Exercise prompt
For the listing below, give the count of lines containing "overflow", and no other text.

Data extract
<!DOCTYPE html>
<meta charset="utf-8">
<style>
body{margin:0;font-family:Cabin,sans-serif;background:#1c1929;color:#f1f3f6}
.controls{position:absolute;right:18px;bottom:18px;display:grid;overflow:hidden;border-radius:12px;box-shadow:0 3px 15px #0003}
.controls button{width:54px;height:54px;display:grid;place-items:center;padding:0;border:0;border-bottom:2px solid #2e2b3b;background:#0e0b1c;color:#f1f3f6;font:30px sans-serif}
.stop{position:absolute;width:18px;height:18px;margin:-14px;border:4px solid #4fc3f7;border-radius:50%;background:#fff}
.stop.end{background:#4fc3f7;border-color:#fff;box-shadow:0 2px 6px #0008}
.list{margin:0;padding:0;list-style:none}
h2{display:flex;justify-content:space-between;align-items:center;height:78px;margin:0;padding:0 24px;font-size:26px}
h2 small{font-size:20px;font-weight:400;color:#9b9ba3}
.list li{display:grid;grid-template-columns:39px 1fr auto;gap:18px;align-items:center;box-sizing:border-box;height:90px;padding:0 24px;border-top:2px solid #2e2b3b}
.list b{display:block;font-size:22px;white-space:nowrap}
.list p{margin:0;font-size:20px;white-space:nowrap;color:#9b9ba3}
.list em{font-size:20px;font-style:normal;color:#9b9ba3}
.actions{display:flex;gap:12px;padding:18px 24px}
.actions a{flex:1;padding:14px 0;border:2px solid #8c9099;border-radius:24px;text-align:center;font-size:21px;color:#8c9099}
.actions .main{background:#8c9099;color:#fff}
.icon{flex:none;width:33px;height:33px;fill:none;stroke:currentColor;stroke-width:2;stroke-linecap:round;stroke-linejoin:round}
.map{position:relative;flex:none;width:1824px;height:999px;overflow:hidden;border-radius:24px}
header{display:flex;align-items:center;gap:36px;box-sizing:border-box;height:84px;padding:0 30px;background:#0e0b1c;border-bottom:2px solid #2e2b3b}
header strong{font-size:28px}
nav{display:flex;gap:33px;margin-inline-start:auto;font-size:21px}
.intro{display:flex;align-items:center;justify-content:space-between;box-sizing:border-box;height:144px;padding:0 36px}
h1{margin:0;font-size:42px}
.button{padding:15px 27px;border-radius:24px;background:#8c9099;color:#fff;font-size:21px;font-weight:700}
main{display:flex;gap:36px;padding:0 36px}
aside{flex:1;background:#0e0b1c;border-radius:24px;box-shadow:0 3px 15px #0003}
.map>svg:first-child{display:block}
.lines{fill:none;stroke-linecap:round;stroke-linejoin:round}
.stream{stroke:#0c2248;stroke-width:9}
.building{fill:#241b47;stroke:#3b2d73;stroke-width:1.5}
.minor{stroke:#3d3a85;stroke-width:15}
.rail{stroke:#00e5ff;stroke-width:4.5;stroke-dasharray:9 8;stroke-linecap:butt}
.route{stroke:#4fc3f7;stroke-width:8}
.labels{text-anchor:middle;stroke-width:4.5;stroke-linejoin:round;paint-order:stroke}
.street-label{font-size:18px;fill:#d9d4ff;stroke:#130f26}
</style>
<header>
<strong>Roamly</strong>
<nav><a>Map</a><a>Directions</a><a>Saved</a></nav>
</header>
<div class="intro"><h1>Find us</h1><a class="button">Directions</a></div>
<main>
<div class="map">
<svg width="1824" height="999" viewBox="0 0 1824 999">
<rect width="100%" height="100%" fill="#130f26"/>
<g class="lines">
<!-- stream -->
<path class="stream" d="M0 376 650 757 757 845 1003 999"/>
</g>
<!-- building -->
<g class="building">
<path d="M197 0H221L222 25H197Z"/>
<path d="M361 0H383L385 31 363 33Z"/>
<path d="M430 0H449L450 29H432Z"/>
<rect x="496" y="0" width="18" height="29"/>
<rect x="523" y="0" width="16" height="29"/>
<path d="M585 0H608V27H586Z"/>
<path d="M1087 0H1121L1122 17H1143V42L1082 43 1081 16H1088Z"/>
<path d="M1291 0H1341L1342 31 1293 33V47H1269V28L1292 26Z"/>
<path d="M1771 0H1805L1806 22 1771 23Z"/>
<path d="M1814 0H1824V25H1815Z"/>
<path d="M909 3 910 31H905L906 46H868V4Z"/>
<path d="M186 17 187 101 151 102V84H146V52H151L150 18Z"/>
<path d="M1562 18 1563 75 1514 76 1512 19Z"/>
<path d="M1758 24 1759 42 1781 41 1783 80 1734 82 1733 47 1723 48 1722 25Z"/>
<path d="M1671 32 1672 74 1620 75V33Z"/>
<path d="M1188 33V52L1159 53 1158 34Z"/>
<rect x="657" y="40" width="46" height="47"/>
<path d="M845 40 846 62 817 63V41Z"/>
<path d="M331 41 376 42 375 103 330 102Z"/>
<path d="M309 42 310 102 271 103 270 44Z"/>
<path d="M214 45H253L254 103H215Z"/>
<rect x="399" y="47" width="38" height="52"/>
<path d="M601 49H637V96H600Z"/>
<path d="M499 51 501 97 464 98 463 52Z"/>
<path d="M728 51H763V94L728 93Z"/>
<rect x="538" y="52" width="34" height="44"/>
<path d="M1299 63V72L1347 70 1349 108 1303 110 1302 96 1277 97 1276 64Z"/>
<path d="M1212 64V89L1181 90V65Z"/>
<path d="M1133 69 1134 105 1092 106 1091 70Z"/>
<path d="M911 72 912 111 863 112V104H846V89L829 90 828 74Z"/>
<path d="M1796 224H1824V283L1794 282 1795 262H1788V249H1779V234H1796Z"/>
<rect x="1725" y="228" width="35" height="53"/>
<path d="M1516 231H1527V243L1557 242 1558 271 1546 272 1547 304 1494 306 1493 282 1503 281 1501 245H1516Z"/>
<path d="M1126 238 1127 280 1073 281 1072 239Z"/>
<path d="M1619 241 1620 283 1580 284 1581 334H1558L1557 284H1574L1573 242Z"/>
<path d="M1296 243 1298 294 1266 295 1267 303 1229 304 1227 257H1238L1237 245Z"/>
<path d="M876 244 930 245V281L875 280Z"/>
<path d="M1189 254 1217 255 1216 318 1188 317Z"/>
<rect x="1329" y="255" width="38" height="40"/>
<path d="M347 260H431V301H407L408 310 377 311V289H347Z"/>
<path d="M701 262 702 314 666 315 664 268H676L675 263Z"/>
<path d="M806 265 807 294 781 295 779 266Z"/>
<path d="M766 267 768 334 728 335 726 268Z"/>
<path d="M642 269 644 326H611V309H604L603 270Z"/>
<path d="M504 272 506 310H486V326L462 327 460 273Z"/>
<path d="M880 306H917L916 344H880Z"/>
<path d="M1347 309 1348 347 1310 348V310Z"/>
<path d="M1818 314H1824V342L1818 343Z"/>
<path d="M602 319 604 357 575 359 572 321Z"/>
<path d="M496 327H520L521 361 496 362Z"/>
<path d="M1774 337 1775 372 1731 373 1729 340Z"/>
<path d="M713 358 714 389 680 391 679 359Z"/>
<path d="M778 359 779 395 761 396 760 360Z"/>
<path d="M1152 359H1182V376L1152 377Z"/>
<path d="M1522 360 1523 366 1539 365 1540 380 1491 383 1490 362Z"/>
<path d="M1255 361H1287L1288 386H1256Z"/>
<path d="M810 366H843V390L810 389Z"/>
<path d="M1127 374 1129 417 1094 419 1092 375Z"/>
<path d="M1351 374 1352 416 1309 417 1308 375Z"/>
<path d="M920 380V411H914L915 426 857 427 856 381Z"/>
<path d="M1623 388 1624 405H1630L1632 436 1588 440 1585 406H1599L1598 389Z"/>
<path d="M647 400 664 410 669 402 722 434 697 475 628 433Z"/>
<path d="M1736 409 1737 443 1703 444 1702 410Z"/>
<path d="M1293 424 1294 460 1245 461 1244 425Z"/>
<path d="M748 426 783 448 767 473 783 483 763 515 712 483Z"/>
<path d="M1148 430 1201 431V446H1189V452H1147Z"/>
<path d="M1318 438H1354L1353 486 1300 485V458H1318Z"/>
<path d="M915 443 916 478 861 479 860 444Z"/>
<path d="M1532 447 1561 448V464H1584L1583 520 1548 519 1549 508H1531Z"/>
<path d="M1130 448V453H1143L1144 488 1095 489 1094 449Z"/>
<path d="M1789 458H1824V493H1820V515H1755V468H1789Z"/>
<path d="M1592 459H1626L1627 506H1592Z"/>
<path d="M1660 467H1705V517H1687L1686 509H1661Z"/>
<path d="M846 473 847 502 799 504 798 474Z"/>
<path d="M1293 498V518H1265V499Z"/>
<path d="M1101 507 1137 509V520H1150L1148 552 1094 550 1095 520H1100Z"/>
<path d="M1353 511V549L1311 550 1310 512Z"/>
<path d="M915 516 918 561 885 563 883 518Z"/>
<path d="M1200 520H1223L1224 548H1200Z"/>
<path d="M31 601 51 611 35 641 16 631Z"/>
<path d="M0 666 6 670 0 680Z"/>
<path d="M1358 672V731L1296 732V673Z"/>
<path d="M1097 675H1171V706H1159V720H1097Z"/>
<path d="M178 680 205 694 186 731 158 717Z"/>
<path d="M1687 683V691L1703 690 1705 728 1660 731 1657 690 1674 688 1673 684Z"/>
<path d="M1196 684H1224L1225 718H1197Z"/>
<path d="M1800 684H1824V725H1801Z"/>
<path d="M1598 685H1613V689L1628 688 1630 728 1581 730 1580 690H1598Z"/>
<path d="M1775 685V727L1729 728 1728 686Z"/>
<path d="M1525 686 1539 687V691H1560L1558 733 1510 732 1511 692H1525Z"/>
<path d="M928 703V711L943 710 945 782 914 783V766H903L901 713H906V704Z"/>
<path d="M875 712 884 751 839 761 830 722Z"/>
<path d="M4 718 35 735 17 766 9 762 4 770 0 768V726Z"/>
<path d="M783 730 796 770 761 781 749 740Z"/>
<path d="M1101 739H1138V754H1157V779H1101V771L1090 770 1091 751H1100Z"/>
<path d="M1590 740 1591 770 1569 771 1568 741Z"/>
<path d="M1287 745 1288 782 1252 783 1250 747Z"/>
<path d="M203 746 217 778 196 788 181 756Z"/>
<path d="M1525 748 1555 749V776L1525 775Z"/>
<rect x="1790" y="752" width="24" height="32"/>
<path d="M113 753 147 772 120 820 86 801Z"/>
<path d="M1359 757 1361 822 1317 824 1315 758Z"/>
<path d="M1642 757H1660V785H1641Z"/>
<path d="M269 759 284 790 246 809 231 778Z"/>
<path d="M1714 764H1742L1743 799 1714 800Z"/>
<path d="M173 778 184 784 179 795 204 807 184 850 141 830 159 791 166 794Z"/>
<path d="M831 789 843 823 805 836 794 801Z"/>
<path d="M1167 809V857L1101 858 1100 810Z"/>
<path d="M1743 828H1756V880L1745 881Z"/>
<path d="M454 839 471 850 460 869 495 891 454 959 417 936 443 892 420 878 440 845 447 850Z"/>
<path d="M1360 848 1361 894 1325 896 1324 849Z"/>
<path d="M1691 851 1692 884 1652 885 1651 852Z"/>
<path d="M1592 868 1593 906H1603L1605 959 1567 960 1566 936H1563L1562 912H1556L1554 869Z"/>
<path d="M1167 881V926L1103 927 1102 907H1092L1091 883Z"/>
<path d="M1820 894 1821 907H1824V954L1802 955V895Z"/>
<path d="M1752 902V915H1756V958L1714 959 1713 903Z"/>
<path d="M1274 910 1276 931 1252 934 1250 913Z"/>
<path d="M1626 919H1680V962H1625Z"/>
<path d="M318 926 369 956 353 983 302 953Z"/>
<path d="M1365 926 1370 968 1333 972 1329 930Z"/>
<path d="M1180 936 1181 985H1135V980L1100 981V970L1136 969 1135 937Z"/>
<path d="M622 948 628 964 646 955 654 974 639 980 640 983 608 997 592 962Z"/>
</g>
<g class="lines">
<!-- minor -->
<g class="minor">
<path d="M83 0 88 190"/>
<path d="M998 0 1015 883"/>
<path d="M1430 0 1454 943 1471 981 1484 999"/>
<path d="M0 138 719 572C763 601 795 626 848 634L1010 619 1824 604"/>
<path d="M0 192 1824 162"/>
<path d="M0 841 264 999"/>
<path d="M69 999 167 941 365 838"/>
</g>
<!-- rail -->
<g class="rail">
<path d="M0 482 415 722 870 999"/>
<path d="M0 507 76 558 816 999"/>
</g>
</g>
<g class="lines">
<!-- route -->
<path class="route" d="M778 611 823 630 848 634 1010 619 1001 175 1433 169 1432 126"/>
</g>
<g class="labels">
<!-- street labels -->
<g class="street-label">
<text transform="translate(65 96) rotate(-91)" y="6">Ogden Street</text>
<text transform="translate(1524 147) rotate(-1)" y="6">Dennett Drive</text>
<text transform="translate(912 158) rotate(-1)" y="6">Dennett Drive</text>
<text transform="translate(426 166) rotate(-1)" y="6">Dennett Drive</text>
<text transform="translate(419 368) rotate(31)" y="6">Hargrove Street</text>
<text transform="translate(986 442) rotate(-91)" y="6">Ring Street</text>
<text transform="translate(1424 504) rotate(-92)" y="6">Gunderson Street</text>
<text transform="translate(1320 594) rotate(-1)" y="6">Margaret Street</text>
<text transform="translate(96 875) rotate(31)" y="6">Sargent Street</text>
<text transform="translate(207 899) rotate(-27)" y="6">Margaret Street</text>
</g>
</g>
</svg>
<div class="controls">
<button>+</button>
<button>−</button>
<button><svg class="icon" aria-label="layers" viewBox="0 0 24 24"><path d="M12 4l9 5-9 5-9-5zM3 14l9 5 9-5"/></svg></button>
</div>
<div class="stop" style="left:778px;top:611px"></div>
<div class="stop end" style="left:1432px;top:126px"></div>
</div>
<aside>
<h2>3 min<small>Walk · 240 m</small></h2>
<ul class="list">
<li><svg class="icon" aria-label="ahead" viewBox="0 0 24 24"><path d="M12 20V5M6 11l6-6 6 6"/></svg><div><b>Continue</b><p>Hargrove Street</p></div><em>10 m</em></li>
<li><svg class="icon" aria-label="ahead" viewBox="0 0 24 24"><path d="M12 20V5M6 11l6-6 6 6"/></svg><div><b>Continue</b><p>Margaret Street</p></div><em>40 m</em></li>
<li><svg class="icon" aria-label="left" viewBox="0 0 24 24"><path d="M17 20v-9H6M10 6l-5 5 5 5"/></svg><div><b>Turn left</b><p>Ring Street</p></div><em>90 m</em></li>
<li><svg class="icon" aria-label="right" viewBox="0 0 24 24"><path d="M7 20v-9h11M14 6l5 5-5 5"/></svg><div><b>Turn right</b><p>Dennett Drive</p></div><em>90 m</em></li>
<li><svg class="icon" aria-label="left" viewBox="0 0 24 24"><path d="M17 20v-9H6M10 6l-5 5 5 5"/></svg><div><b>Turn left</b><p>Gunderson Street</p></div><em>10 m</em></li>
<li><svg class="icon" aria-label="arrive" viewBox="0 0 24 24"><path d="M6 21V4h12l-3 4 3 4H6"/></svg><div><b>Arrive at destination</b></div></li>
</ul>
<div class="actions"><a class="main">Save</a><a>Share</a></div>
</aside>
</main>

Expected answer
2